**Collected data entries**:

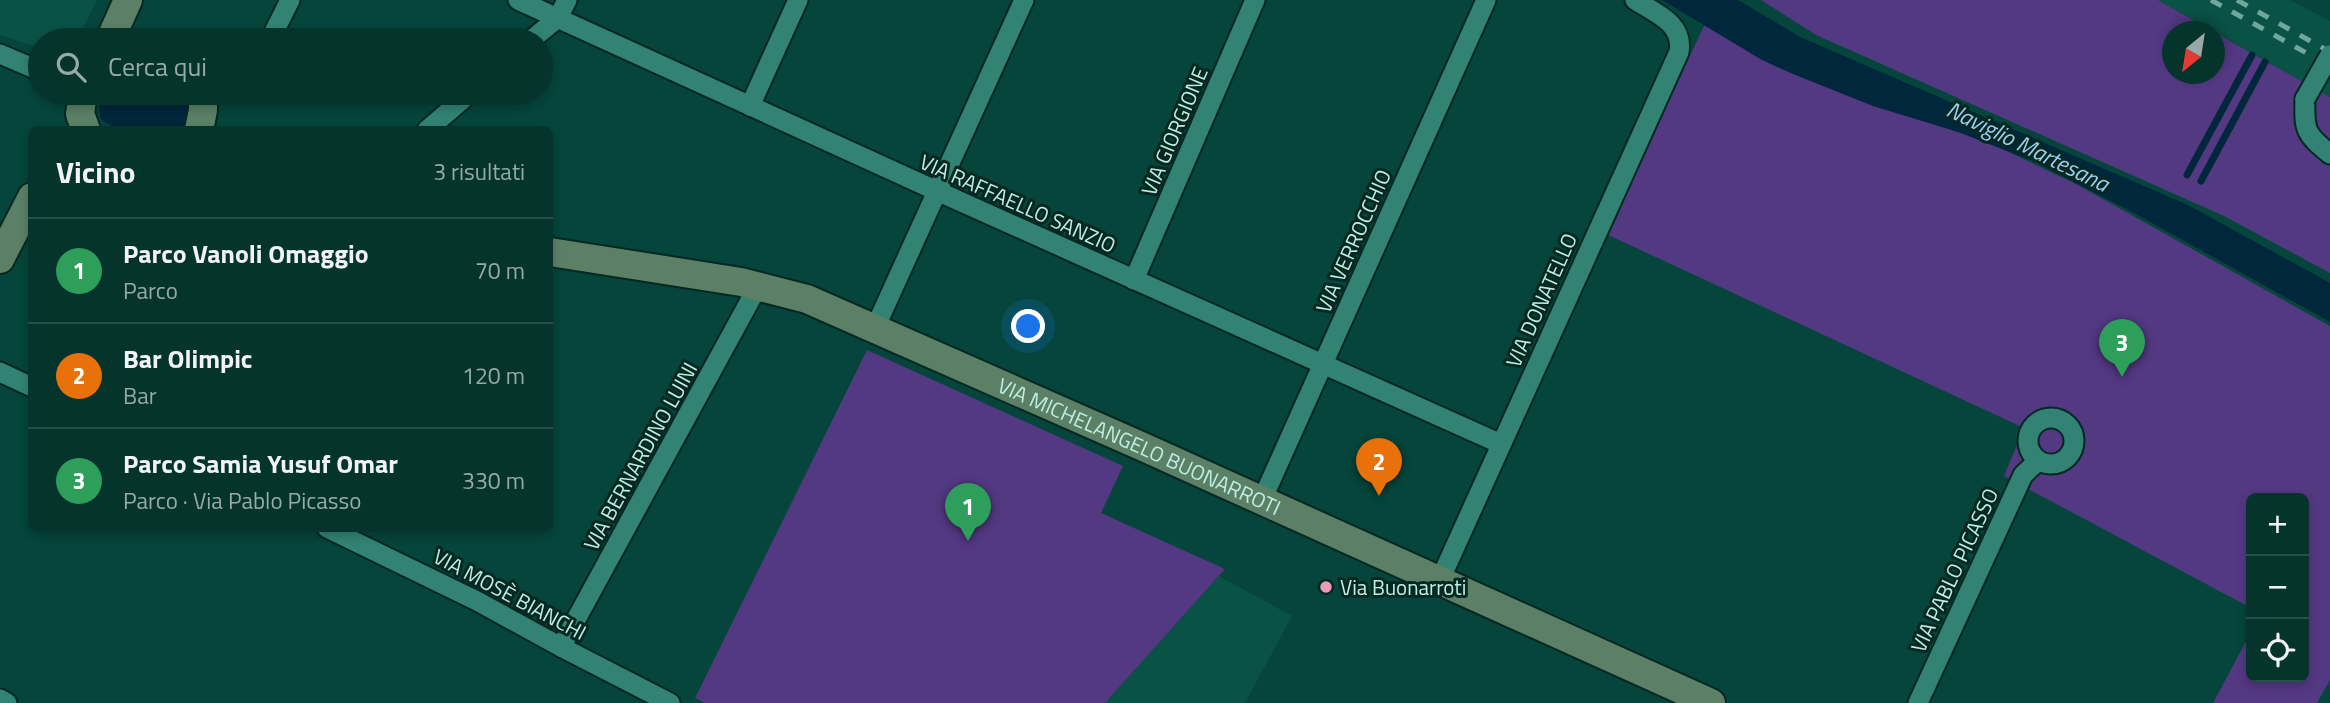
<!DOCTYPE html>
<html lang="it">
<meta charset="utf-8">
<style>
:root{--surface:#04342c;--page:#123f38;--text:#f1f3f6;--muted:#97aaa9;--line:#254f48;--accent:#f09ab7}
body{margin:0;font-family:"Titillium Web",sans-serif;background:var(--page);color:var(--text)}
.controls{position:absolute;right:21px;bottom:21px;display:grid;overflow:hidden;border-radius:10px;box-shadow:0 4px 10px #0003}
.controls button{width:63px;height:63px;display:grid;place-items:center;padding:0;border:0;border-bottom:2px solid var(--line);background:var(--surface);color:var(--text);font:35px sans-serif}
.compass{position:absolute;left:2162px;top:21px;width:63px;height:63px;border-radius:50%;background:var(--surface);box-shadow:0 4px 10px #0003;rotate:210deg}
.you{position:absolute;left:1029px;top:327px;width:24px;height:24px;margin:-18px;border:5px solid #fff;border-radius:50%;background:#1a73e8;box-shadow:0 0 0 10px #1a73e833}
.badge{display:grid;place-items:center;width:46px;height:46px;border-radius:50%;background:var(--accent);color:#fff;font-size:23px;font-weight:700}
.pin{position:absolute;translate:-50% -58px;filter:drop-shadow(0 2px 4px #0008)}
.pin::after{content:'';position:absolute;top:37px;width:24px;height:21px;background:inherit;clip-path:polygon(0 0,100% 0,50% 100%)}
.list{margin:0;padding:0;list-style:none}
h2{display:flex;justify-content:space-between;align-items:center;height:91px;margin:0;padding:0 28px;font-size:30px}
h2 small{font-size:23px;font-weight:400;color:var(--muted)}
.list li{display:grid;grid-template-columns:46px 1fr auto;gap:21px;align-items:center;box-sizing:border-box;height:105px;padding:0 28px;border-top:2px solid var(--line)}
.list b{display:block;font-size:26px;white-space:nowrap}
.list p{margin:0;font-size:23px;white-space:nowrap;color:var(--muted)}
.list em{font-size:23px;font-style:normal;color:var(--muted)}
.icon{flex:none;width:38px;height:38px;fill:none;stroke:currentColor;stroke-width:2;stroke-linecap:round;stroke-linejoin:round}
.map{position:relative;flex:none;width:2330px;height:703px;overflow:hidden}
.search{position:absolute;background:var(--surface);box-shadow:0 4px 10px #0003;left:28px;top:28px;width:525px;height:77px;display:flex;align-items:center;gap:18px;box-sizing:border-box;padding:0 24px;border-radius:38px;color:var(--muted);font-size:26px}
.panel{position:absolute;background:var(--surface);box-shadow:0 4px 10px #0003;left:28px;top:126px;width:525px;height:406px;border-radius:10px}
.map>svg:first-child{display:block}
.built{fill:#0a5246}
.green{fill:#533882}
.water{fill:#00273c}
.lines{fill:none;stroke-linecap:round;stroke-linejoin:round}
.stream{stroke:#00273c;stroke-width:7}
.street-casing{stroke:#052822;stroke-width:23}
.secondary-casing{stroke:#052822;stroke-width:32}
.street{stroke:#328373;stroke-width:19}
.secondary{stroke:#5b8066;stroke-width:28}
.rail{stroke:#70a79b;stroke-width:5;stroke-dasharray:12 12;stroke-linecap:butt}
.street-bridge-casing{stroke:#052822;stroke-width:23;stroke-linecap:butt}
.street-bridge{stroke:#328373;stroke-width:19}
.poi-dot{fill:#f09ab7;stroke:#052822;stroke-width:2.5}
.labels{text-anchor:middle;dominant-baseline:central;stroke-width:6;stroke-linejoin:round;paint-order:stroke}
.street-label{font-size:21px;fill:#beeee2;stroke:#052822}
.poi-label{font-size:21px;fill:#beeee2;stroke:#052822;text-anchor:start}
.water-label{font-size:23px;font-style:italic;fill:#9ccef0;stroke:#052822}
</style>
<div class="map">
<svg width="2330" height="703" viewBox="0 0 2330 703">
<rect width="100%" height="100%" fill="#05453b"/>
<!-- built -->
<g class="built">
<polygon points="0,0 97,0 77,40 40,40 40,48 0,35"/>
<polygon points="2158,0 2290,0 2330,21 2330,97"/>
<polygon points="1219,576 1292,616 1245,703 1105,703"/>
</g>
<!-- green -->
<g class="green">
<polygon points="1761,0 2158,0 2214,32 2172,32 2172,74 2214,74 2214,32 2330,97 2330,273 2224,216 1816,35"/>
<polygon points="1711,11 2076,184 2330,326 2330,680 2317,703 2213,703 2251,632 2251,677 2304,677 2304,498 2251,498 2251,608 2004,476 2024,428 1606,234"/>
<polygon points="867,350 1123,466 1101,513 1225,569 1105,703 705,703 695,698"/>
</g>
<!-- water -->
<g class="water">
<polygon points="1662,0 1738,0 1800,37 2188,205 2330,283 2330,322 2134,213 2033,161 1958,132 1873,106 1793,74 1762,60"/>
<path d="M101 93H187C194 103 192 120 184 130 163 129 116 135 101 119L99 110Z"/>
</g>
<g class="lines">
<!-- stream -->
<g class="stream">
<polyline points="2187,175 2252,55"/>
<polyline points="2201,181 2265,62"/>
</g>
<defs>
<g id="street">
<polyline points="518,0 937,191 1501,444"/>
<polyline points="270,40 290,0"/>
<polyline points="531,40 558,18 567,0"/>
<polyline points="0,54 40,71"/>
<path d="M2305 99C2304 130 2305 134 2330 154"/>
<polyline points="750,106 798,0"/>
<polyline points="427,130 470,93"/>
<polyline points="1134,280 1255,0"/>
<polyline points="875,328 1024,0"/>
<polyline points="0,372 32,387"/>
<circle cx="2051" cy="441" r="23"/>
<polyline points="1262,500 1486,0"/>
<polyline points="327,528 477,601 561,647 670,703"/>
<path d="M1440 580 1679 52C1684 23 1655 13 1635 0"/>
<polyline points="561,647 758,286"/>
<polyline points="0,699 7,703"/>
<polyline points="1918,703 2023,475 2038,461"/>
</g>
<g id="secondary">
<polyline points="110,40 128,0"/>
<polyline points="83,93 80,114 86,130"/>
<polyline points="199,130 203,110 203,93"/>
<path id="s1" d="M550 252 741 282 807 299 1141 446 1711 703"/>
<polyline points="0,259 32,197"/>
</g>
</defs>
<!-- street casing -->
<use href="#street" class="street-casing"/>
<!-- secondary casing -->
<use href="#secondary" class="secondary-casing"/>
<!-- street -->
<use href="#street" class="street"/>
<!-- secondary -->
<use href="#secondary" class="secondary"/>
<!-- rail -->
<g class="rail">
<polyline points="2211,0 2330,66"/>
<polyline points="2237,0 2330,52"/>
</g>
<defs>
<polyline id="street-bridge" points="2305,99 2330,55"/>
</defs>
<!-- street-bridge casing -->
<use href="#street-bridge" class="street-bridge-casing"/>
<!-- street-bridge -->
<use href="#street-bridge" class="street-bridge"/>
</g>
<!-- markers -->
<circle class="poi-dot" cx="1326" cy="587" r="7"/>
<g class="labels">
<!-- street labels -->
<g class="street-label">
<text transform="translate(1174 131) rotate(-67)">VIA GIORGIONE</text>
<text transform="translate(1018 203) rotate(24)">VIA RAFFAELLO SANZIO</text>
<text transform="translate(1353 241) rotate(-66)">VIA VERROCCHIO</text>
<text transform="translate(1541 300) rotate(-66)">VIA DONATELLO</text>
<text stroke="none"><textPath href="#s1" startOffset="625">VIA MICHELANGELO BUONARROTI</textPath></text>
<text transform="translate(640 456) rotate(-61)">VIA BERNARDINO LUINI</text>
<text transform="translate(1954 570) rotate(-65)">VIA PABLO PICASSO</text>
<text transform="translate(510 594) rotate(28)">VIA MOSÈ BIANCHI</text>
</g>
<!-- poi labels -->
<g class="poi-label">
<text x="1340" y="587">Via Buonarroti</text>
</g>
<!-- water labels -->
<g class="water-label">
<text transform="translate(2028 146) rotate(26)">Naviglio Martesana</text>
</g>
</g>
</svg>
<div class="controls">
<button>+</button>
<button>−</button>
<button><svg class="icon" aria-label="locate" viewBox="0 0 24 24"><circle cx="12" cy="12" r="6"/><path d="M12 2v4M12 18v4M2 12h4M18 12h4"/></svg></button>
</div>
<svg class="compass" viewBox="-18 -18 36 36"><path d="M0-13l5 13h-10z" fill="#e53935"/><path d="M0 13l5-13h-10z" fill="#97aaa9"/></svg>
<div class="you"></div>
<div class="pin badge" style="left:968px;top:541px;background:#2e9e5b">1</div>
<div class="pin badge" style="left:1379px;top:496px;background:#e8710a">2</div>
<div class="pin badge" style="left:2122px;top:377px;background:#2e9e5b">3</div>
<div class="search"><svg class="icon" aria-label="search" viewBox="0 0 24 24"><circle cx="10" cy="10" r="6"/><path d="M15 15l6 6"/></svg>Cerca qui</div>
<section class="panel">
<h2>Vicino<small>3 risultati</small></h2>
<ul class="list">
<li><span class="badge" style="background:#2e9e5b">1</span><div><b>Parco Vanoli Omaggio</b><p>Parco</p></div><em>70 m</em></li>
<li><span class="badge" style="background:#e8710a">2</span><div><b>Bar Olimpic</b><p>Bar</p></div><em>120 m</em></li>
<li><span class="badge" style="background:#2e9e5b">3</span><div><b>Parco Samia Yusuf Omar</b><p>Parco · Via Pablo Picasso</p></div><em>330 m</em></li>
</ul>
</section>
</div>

**TASK BRIEF**: The expected answer is a copy of each line in the records that holds the word "items".

**COMPLETED EXERCISE**:
.controls button{width:63px;height:63px;display:grid;place-items:center;padding:0;border:0;border-bottom:2px solid var(--line);background:var(--surface);color:var(--text);font:35px sans-serif}
.badge{display:grid;place-items:center;width:46px;height:46px;border-radius:50%;background:var(--accent);color:#fff;font-size:23px;font-weight:700}
h2{display:flex;justify-content:space-between;align-items:center;height:91px;margin:0;padding:0 28px;font-size:30px}
.list li{display:grid;grid-template-columns:46px 1fr auto;gap:21px;align-items:center;box-sizing:border-box;height:105px;padding:0 28px;border-top:2px solid var(--line)}
.search{position:absolute;background:var(--surface);box-shadow:0 4px 10px #0003;left:28px;top:28px;width:525px;height:77px;display:flex;align-items:center;gap:18px;box-sizing:border-box;padding:0 24px;border-radius:38px;color:var(--muted);font-size:26px}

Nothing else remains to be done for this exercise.